The avionics and optics of the Apache are intimidating features. The AH-64 can monitor troop positions and movements well outside the audible range of enemy troops. The AH-64 can see the enemy up-close, day or night, even when the enemy does not know that it is in the area. It’s capable of firing air-to-surface “fire and forget” missiles from up to 7.5 miles away. Chances are, if you hear the AH-64’s rotors chopping through the air and it’s looking for you, it’s already too late.
5 Reasons the Apache is Bad News for It’s Enemy
- Performance – The Apache has a maximum speed of 186 mph, a combat radius of 300 mi, a service ceiling of 21,000 ft, and a rate of climb of 2,500 ft/min.
- Armament – Armed with a 30mm M230 chain gun with 1,200 rounds, and 4 hardpoints to carry AGM-114 Hellfire missiles or Hydra 70mm air-to-ground rockets. The Apache also has stations on each wingtip for AIM-92 Stinger air-to-air twin missile packs.
- State of the Art Optics – As part of the target acquisition designation sight/pilot night vision sensor, the Apache has 3 different target acquisition sensors. Day TV lets the pilot see images during the day and low light levels in black and white. TADS FLIR provides thermal images, real world and magnified, during day, night, or in adverse weather. DVO views real world in full color and can magnify images during daylight and dusk conditions.

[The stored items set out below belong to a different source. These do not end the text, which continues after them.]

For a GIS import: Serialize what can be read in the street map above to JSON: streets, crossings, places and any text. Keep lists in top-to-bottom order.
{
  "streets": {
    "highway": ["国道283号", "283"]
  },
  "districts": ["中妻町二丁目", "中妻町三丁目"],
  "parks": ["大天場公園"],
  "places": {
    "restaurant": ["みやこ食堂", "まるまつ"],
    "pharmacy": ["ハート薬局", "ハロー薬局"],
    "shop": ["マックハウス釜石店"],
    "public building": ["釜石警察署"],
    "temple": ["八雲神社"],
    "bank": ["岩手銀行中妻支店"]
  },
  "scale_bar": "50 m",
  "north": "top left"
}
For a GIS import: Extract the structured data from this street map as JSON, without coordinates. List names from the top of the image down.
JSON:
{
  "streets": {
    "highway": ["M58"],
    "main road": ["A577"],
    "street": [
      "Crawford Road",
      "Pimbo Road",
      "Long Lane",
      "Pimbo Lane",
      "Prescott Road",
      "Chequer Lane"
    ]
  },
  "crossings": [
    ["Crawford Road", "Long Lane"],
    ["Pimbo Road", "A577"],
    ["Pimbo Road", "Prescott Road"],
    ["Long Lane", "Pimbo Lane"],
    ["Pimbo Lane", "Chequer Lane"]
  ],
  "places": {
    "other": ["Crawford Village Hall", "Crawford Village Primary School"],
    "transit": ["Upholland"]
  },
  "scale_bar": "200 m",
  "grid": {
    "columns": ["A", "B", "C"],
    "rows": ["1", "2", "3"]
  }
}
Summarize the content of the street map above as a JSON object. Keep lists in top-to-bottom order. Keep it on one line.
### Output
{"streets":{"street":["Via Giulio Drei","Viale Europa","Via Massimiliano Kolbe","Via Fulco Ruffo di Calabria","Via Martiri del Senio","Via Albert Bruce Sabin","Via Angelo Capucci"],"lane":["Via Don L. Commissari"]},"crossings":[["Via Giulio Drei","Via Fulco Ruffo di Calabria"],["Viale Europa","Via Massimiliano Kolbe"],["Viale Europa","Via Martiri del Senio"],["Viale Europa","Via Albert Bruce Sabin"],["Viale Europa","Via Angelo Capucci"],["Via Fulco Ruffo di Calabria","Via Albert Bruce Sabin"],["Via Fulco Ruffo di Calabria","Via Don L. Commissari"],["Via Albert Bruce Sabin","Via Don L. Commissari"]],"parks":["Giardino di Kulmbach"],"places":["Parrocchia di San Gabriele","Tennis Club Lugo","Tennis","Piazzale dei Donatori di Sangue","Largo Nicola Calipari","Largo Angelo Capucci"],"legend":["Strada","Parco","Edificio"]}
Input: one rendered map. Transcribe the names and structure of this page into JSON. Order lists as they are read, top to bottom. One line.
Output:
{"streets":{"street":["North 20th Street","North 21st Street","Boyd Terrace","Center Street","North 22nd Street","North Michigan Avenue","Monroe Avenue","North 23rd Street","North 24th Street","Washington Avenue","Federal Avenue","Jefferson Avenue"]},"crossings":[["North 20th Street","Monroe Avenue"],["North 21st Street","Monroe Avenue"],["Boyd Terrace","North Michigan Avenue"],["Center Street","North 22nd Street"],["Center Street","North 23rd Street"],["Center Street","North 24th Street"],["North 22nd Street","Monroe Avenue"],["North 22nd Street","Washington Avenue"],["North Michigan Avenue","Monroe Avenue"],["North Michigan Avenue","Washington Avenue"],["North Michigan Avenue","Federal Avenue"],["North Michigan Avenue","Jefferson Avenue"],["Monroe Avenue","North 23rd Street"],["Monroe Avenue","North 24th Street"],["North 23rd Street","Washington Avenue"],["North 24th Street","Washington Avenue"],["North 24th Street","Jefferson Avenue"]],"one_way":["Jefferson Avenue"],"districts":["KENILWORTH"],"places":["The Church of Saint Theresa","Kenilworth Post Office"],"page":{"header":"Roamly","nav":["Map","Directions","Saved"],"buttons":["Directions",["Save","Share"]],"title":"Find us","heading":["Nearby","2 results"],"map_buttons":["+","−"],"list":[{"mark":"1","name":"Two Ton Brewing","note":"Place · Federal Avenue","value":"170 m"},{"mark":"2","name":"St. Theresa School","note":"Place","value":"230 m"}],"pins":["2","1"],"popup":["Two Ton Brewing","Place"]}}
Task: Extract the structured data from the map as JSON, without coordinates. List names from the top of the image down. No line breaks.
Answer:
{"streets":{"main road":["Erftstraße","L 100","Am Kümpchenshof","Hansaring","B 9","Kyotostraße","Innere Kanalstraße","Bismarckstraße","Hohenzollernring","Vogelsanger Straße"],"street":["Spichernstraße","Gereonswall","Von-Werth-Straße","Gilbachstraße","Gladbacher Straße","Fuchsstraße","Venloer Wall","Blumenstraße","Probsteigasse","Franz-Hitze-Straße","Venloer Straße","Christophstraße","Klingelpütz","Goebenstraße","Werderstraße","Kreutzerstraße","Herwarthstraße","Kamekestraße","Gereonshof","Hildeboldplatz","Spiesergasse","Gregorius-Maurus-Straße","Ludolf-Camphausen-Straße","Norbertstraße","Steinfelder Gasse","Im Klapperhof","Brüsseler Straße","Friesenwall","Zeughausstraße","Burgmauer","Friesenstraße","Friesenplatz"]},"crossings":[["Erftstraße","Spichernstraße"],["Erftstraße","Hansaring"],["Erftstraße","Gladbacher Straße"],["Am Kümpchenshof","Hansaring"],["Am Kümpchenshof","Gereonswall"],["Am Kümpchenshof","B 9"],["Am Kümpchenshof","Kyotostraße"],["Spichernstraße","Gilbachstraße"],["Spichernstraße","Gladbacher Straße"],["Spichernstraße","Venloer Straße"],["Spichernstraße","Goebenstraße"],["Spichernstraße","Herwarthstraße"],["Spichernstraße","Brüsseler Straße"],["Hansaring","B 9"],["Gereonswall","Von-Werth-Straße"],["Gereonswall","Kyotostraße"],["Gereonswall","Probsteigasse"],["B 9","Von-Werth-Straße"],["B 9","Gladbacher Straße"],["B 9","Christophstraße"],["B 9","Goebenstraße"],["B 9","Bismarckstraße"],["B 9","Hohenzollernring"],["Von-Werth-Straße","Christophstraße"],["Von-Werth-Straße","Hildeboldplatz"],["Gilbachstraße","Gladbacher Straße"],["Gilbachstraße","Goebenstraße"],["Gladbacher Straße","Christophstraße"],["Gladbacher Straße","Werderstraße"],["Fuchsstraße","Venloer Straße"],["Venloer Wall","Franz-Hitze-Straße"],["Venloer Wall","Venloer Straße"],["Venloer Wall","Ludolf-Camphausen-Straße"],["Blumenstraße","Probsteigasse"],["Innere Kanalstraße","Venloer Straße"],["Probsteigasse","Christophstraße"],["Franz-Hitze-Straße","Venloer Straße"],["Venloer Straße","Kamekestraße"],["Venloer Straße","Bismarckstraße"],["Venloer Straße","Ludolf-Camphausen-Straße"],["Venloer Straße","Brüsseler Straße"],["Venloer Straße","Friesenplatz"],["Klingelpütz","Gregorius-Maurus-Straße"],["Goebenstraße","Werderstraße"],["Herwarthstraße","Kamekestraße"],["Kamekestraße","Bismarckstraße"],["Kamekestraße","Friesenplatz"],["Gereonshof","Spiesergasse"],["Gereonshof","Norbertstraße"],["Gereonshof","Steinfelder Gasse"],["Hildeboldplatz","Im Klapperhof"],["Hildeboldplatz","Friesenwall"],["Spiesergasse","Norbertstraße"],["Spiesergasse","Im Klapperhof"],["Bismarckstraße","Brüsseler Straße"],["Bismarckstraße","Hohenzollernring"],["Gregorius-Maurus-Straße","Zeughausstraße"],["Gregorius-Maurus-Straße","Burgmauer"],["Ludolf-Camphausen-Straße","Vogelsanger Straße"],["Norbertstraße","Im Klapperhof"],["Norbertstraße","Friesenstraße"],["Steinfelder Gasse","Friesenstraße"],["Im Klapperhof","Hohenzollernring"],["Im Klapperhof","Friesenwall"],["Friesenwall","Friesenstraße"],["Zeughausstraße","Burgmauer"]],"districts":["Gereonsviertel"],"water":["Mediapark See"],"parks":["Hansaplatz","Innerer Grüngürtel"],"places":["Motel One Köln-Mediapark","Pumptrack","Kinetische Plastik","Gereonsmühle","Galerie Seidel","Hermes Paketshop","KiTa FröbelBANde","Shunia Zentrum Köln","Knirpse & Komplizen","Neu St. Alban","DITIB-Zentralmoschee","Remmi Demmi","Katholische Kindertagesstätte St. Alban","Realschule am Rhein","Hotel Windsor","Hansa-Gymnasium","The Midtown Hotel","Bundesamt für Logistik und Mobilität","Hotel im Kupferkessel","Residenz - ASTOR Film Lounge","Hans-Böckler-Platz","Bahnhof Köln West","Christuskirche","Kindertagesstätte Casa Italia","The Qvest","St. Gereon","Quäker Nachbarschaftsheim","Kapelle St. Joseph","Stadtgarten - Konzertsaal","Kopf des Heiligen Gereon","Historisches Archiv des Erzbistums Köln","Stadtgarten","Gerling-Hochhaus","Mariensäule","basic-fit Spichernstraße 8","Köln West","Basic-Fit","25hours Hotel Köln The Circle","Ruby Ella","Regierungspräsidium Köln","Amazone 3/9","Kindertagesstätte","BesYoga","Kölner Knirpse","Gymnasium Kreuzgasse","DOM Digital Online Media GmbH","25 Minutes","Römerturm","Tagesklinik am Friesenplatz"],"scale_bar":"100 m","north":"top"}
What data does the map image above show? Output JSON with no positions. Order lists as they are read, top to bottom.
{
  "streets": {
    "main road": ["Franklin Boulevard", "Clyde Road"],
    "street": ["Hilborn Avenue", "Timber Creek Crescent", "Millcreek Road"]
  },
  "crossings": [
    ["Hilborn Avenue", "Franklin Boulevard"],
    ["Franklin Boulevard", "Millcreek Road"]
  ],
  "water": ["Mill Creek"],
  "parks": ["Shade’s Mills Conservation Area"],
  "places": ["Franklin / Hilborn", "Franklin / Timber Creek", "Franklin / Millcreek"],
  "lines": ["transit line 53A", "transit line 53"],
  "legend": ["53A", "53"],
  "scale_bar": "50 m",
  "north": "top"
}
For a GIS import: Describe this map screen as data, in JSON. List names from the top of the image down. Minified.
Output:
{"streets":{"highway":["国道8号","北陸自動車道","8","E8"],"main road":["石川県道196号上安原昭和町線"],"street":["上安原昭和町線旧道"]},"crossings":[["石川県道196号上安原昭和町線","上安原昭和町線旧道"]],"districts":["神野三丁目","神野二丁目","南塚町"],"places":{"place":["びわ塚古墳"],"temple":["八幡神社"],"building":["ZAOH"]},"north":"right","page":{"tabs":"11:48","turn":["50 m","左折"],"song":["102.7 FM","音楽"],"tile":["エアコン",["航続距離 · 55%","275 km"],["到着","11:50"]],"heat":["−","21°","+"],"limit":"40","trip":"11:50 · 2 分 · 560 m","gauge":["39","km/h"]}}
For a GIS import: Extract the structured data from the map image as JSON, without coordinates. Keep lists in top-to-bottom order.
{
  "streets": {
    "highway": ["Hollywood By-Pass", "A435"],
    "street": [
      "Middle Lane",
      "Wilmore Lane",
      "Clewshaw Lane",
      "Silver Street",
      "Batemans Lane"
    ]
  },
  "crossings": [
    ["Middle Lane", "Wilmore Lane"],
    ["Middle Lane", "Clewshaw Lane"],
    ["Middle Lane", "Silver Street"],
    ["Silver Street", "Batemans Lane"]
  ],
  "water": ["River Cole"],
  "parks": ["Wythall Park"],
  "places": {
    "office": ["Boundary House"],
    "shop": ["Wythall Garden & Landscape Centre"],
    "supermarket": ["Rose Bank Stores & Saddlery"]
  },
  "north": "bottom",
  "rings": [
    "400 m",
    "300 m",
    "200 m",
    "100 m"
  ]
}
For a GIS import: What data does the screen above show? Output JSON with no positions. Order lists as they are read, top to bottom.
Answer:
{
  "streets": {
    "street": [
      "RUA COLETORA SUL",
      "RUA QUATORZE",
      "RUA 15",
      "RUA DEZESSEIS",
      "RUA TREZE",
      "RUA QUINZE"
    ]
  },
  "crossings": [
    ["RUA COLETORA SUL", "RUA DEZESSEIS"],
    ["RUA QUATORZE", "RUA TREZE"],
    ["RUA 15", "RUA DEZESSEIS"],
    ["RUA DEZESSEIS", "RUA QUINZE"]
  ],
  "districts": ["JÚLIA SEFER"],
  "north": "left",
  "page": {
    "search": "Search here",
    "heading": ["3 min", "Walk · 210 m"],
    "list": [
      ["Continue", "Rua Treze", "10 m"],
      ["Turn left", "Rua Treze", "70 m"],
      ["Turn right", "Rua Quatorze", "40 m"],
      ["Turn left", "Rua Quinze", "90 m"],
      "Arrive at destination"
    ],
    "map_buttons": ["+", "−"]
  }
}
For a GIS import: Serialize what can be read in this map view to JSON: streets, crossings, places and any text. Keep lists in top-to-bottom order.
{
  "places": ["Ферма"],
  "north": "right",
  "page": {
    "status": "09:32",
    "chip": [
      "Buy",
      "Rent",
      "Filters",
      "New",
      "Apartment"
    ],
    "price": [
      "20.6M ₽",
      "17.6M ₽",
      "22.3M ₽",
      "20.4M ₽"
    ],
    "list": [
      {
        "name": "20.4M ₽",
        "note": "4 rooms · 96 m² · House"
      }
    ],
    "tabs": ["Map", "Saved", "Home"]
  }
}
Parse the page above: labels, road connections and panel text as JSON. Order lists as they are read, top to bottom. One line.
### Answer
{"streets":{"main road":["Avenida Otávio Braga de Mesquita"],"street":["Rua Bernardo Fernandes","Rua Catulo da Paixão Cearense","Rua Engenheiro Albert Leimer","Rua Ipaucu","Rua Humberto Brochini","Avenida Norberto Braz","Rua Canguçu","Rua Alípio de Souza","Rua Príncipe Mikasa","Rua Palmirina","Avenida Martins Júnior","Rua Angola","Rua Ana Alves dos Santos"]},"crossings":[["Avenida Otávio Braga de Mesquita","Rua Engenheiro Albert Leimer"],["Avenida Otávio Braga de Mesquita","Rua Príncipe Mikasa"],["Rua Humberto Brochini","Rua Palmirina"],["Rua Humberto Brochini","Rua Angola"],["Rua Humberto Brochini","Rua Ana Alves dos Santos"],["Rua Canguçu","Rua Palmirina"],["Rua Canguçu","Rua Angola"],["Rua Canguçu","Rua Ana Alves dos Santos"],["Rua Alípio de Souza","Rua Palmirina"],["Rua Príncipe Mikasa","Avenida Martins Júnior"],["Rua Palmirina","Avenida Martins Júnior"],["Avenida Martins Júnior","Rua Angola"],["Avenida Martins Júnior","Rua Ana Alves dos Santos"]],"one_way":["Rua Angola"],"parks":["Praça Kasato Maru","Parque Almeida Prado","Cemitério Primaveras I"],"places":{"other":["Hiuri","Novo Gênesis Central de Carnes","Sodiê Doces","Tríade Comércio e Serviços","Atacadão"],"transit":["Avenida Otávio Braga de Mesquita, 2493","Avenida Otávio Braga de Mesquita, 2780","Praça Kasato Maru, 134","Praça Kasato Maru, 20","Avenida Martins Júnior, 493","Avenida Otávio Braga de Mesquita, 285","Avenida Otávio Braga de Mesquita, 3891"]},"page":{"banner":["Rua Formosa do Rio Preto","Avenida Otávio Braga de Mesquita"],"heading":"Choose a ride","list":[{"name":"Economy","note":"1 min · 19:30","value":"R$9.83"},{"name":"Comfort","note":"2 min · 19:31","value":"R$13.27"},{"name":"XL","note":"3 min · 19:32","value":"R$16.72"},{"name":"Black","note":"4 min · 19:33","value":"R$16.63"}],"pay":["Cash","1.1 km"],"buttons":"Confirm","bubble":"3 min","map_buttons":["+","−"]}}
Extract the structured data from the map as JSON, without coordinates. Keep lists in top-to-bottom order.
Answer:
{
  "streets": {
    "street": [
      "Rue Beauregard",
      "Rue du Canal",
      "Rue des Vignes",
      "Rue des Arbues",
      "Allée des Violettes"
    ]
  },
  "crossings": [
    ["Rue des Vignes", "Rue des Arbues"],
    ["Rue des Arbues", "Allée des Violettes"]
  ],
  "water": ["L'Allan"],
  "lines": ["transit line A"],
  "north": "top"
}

- Helmet Tracking – Integrated Helmet and Display Sighting System (IHADSS) not only provides impact protection but also displays flight and target information and controls weapons systems. The 30mm cannon tracks with the pilot’s head movement, directing the weapon to wherever the pilot looks.
- Survivability – The AH-64 has redundant control systems and can withstand damage from rounds up to 23mm in critical areas to ensure combat survivability. The cockpit contains armor and pressure wave shielding that surrounds the pilot.
Since beginning production, over 2,000 AH-64s have been produced. Though the U.S. Army is the primary operator of the Apache, it is also in service in thirteen other countries that include Egypt, Greece, Israel, Saudi Arabia, United Arab Emirates, United Kingdom and more.
The Apache has seen incremental technology updates and insertions at regular intervals to ensure it remains the most capable, multi-role attack helicopter in the world. With companies like Duotech that have capabilities to extend the life of the AH-64 by repairing its aging and obsolete systems, this multi-role attack helicopter will remain in service for countries around the world for years to come.